Aqueça o azeite, doure o alho e depois a cebola, adicione a carne, a pimenta, noz moscada e orégano, deixe refogar até ela cozer. Adicione as latas de tomate e a salsa, quando levantar fervura, tampe e diminua o fogo, mexendo periodicamente por duas horas (só quando estiver quase pronto, acerte o sal). Enquanto o molho fica apurando, acenda o fogo da água com sal e coloque o macarrão apenas quando começar a fervura, mexendo às vezes para não grudar. Finalize com manjericão no prato.

Dicas:

– O azeite não precisa ser extra-virgem, ele será esquentado e por isso não faz muita diferença.

– O tomate italiano pelado é muito melhor que as latas comuns de molho de tomate, mas custam quase o dobro do preço. Paga-se pela qualidade.

– Cuidado ao usar os temperos, a pimenta do reino “cresce” durante o cozimento, a noz moscada deve ser usada bem sutilmente (uma micropitada) e o orégano também muito pouco, para não dar gosto de pizza. O manjericão é colocado no próprio prato ou no molho quando o fogo já foi desligado. Sal apenas no final, 5 minutos antes de ficar pronto.

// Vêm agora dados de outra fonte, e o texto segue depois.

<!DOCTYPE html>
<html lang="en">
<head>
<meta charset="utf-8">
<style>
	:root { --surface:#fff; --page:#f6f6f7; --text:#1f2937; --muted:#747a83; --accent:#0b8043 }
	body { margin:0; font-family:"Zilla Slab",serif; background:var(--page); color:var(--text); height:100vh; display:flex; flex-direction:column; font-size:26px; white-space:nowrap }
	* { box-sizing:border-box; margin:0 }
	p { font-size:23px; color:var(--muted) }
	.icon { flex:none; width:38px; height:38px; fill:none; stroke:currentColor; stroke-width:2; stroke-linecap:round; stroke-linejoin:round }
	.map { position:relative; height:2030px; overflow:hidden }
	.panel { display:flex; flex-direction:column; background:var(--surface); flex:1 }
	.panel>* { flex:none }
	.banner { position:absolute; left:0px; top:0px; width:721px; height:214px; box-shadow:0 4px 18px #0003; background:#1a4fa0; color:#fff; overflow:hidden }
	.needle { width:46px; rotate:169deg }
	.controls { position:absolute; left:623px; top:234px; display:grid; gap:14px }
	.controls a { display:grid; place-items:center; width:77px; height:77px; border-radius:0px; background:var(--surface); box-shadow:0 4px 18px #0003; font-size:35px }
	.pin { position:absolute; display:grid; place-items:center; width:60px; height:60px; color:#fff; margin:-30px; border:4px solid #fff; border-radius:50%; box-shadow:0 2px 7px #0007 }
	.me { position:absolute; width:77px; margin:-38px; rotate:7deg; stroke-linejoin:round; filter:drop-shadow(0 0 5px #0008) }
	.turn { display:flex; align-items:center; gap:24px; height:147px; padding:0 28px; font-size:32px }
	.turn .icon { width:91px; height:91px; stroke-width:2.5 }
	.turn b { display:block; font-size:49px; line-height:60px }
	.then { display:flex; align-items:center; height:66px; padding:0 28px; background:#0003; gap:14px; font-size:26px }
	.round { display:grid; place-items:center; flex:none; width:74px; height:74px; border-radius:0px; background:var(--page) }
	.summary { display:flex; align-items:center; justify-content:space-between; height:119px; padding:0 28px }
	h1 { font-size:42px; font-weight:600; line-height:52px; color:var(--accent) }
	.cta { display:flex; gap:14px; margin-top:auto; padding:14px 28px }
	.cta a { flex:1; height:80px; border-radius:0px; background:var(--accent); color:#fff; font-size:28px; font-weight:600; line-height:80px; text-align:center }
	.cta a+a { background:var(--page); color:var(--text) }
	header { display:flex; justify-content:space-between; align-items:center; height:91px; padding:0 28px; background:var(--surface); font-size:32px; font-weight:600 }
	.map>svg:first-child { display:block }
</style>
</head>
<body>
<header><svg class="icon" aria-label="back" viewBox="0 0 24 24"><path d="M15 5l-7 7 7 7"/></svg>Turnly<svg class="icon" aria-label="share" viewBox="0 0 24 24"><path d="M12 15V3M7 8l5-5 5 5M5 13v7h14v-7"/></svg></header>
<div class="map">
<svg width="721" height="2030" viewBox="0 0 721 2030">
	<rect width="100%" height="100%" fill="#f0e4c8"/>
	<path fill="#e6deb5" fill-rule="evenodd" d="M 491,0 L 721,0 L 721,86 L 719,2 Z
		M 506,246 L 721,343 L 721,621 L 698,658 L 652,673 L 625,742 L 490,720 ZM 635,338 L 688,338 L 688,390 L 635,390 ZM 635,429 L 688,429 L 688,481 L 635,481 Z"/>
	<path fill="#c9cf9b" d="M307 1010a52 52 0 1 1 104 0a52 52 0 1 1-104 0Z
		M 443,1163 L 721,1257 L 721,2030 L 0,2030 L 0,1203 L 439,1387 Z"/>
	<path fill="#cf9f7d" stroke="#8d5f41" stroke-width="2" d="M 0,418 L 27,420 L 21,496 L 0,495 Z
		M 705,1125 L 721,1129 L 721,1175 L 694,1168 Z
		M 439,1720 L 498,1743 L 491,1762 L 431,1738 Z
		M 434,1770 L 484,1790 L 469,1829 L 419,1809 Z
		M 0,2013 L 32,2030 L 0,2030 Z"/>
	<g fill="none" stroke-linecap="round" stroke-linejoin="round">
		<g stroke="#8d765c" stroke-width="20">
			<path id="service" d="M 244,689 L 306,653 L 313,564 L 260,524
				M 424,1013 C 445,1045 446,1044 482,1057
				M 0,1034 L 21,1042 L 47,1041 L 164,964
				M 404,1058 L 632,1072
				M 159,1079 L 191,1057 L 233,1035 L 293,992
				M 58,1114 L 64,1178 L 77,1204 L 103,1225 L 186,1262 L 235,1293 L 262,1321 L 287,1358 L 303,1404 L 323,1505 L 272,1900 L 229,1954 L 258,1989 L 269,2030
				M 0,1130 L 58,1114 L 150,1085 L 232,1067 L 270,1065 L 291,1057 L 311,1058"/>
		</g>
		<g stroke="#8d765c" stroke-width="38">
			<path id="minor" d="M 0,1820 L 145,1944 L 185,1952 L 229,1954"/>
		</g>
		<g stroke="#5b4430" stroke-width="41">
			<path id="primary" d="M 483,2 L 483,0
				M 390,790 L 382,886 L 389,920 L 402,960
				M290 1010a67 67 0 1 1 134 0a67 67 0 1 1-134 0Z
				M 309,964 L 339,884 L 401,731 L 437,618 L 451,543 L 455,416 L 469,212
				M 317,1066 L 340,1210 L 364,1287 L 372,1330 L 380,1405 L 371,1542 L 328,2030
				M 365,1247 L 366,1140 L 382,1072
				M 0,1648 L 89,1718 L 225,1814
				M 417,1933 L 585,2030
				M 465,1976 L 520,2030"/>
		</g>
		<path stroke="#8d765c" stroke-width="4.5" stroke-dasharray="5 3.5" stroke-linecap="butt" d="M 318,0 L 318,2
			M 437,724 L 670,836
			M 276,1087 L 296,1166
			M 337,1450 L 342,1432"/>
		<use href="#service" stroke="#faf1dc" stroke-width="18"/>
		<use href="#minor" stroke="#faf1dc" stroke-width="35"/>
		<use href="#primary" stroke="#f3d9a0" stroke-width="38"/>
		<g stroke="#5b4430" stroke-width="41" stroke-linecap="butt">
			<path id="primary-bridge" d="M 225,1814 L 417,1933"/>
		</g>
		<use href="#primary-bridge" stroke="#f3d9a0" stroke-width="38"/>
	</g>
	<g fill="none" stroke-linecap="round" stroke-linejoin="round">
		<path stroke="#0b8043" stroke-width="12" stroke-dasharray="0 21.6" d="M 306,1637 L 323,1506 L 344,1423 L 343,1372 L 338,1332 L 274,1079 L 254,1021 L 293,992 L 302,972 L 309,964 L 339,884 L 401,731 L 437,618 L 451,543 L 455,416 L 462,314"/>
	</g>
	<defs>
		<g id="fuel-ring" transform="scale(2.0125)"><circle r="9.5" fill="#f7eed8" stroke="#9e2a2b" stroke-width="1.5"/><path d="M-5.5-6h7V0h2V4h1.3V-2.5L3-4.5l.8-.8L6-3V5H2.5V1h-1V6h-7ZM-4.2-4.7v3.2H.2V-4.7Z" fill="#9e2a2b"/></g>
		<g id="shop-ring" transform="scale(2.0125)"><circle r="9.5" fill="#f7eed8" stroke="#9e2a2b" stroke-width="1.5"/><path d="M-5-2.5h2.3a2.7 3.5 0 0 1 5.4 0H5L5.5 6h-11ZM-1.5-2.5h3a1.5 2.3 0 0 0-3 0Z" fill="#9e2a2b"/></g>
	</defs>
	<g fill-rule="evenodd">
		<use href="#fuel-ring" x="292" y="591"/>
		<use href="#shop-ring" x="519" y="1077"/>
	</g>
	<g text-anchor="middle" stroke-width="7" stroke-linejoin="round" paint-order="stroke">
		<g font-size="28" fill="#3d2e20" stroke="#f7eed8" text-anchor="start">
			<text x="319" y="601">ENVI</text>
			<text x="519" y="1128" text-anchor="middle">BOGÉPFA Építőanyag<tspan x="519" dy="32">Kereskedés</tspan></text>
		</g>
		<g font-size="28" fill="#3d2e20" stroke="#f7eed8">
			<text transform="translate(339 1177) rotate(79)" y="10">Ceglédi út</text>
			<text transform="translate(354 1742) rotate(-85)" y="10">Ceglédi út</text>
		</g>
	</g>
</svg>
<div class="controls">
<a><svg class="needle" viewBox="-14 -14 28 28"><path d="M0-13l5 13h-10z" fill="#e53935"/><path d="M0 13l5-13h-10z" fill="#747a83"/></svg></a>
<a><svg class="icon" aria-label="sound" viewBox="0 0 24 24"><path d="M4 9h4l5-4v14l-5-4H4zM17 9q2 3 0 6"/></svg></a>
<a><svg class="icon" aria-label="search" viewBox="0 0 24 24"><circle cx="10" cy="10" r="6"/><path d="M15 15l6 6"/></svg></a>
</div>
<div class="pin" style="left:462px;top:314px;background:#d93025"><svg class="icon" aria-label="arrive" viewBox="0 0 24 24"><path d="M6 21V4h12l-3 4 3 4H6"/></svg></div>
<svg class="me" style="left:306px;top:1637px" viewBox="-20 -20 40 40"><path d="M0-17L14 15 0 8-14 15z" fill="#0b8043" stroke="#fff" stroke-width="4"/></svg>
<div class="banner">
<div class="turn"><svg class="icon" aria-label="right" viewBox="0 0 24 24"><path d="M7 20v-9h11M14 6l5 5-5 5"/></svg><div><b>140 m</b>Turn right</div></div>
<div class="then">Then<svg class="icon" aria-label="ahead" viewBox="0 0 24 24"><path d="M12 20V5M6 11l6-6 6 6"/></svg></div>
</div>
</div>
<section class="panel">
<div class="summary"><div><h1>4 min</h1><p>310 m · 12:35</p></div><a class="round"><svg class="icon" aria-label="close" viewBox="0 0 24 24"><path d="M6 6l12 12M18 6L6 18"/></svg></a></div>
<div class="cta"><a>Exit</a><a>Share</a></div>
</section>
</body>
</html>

– É muito importante deixar o molho apurando por duas horas, para o sabor melhorar através de processos físicos e químicos, a textura do molho ficar uniforme (não junta aquela água no fundo do prato) e a cor ficará vermelho vivo.

– Use macarrão di grano duro, ele é feito com uma farinha melhor, ideal para massas. Existem marcas nacionais e importadas, custam entre 2 e 4 vezes mais que os tradicionais, mas o sabor e textura são infinitamente superiores. Água abundante para não grudar, pois não recomendo o uso de um fio de óleo na água, porque essa técnica evita o grude, mas deixa a massa escorregadia. O sal serve apenas para realçar o sabor da massa, é bastante sal porque trabalhamos com muita água.

– Pode usar qualquer carne nesse molho, algumas pessoas usam carne em tiras e outros usam frango ou atum, mas o macarrão à bolognesa original deve ser de carne moída bovina, suína ou as duas.

– Se for finalizar com queijo ralado, bato na mesma tecla sempre, não use aquele pó fedido de saquinho, compre um pedaço de queijo parmesão e rale na hora!